▶ **EXTRACTED INFORMATION**:
=====
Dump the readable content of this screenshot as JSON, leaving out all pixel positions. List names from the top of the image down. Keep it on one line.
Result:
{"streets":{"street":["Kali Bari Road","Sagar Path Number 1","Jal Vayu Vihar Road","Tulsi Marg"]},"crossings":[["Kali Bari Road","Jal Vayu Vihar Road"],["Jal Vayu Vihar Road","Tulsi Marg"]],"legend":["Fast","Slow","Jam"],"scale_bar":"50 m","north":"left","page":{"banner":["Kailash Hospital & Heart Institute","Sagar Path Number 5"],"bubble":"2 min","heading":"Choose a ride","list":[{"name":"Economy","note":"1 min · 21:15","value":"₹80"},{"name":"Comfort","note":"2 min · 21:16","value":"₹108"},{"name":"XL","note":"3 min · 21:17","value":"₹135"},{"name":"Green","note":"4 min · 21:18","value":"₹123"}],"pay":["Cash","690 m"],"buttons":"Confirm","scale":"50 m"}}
=====
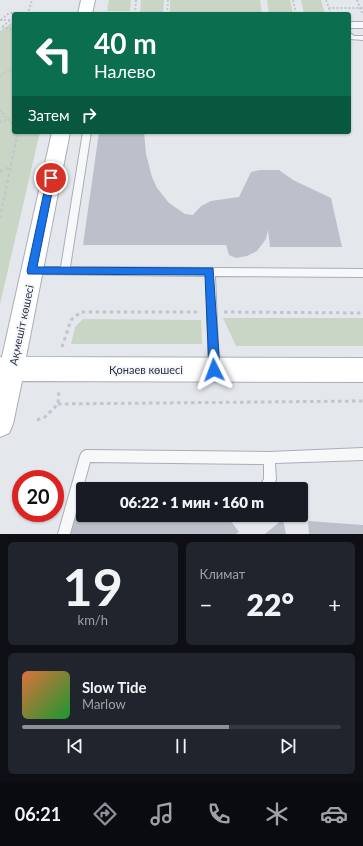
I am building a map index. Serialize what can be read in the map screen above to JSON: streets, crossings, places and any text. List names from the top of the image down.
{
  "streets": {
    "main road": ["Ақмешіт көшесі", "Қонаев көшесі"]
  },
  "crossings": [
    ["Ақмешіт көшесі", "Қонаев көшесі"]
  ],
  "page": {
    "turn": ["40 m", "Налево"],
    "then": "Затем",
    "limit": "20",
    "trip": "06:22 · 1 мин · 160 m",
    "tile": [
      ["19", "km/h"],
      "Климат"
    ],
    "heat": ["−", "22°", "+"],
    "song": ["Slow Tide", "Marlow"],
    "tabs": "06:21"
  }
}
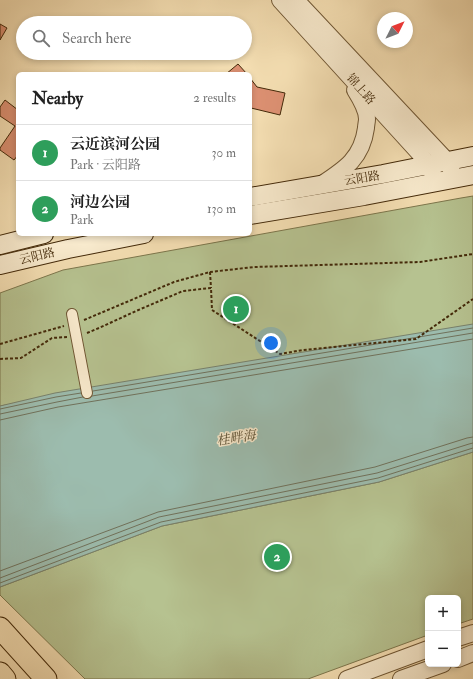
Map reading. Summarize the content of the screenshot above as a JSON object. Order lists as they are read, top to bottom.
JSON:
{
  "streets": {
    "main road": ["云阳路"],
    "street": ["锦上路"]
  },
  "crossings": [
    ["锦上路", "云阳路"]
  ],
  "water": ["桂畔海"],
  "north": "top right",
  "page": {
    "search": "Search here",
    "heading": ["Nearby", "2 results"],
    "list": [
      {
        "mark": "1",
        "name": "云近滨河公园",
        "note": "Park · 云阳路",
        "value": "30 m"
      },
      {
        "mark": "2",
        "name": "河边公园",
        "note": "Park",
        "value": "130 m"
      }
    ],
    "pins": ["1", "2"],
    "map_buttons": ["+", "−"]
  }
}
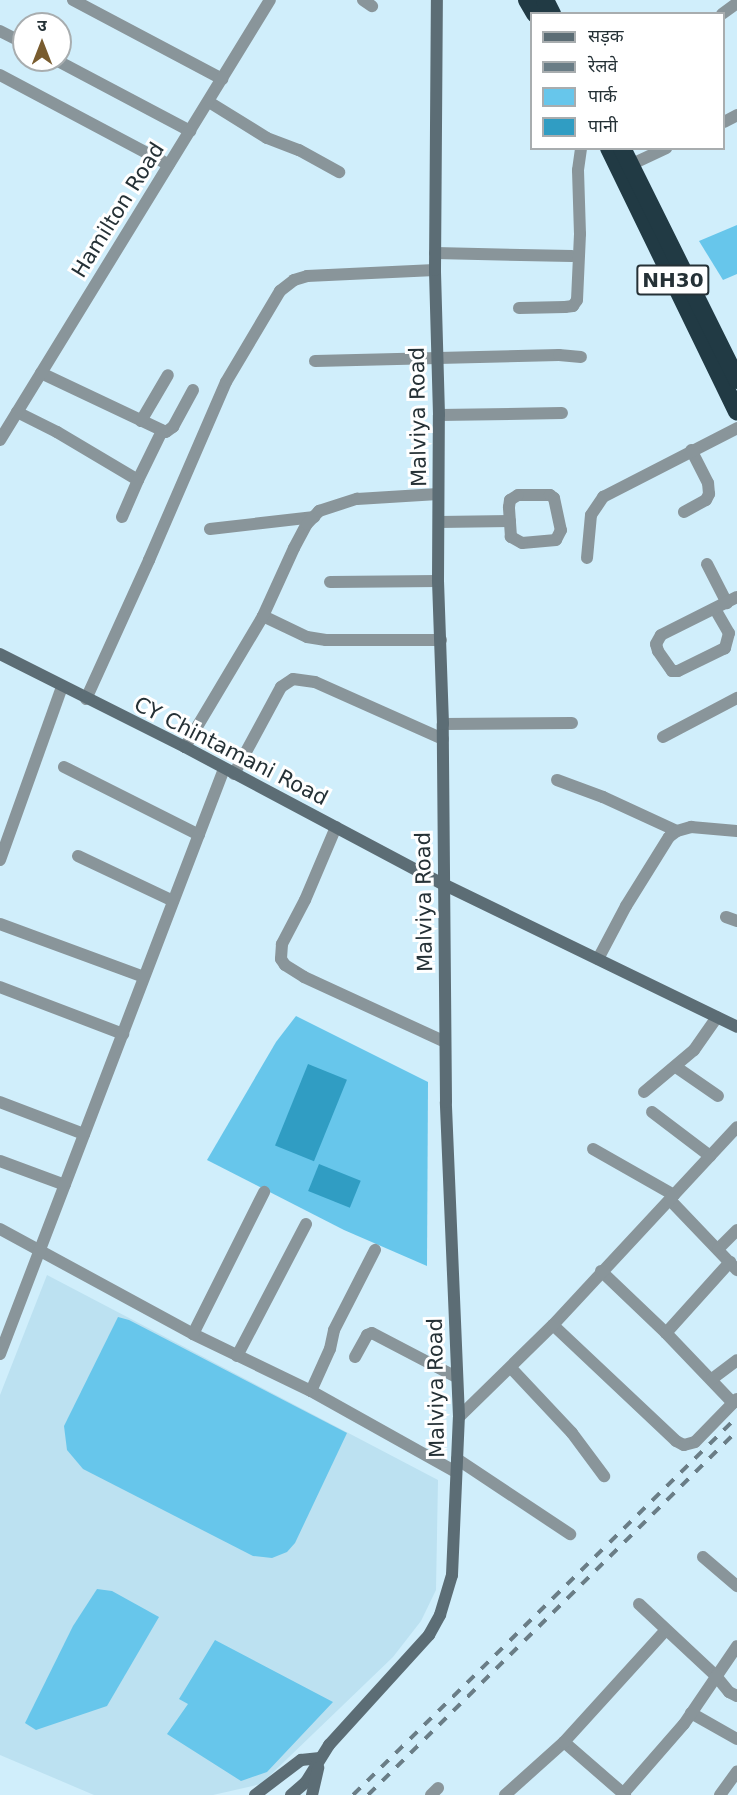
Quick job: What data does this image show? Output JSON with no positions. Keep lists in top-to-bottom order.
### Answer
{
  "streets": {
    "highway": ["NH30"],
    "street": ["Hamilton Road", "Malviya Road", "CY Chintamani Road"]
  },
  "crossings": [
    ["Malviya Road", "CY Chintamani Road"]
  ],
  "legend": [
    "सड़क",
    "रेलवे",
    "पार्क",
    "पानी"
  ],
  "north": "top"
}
=====
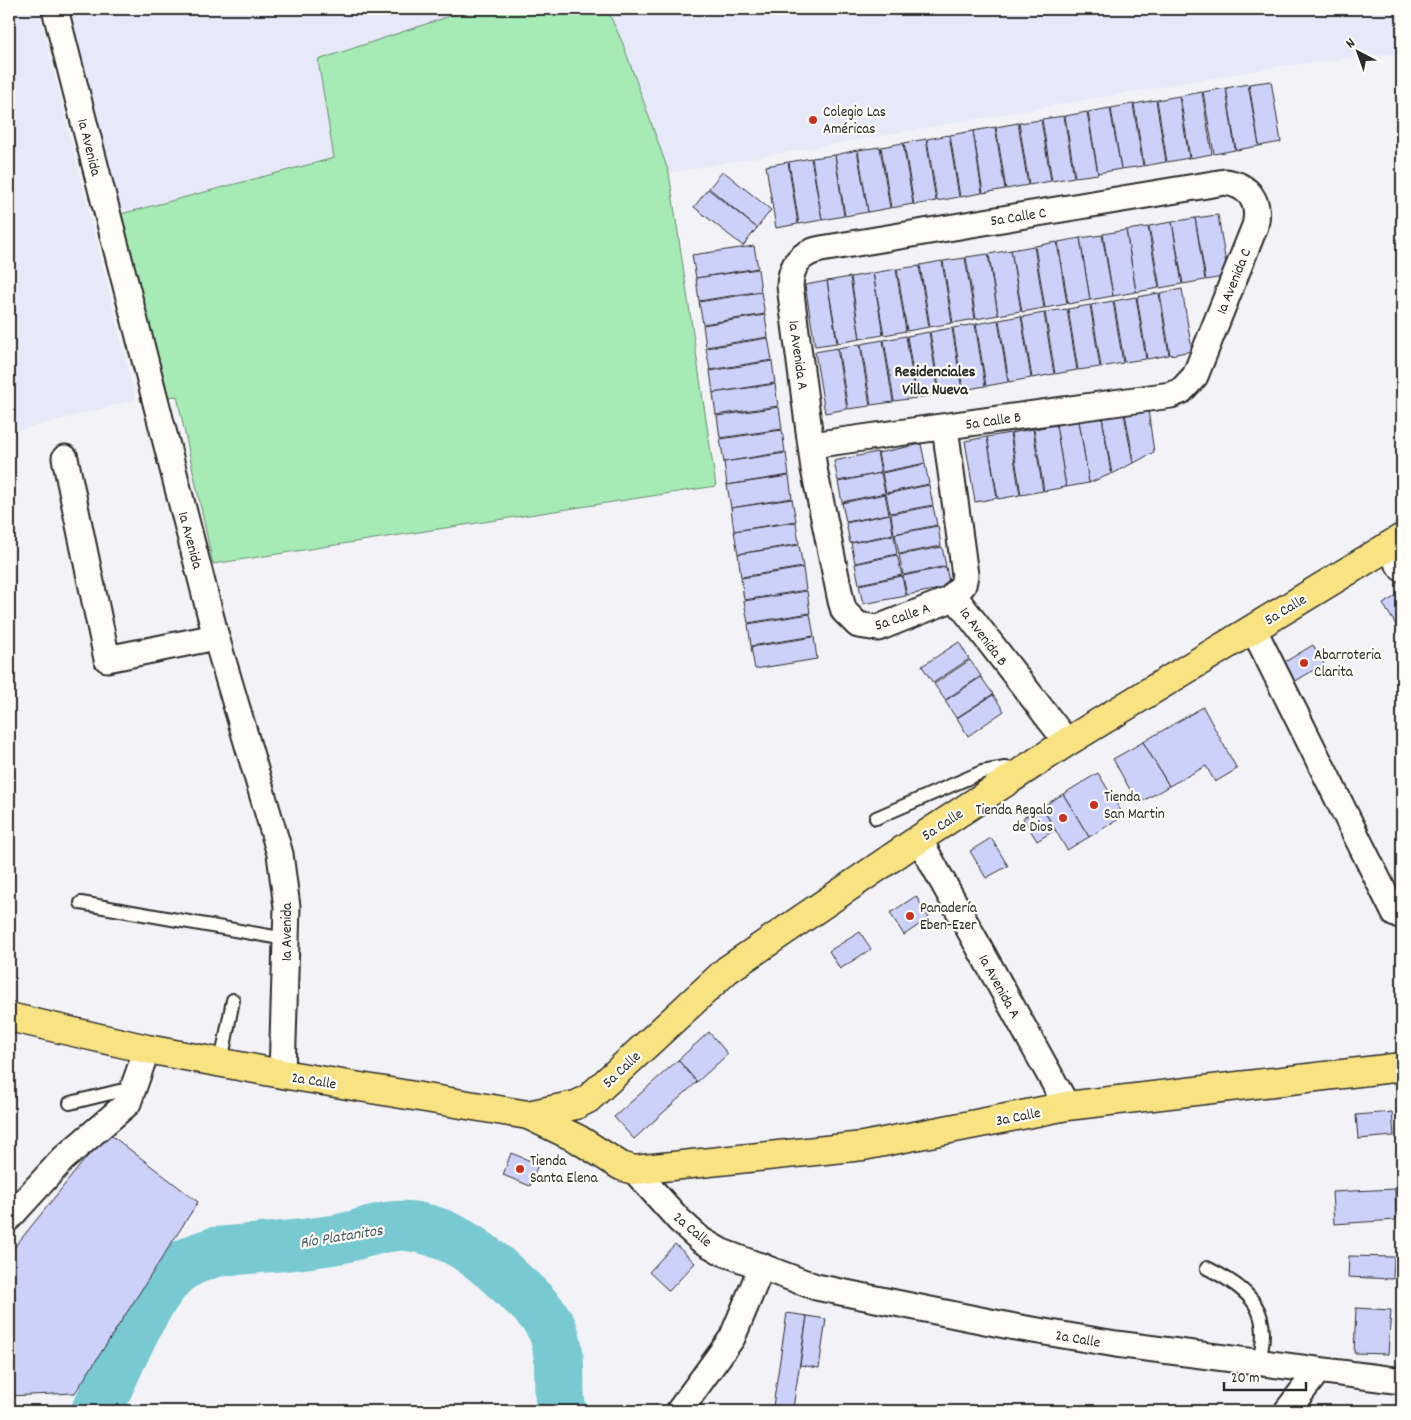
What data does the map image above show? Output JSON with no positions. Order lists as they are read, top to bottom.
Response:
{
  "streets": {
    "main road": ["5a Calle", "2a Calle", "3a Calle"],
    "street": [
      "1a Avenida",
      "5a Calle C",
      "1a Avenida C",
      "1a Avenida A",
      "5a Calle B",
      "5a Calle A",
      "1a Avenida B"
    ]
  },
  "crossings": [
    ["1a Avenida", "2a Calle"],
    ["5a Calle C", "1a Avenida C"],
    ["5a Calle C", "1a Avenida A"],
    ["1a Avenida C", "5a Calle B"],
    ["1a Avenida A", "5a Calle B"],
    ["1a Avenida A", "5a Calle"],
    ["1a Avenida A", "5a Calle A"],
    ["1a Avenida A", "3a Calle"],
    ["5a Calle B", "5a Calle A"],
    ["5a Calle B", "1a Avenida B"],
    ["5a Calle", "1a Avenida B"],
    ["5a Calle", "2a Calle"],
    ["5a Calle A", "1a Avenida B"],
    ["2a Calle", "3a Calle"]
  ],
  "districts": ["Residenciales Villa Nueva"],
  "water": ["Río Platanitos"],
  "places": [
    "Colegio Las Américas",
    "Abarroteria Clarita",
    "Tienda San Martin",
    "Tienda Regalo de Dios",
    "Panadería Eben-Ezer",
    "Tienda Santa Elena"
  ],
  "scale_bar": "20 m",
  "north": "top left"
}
=====
▶ **EXERCISE DETAILS**: From the records above, pull out each line that has "data".

▶ **PROBLEM SOLUTION**:
Quick job: What data does this image show? Output JSON with no positions. Keep lists in top-to-bottom order.
What data does the map image above show? Output JSON with no positions. Order lists as they are read, top to bottom.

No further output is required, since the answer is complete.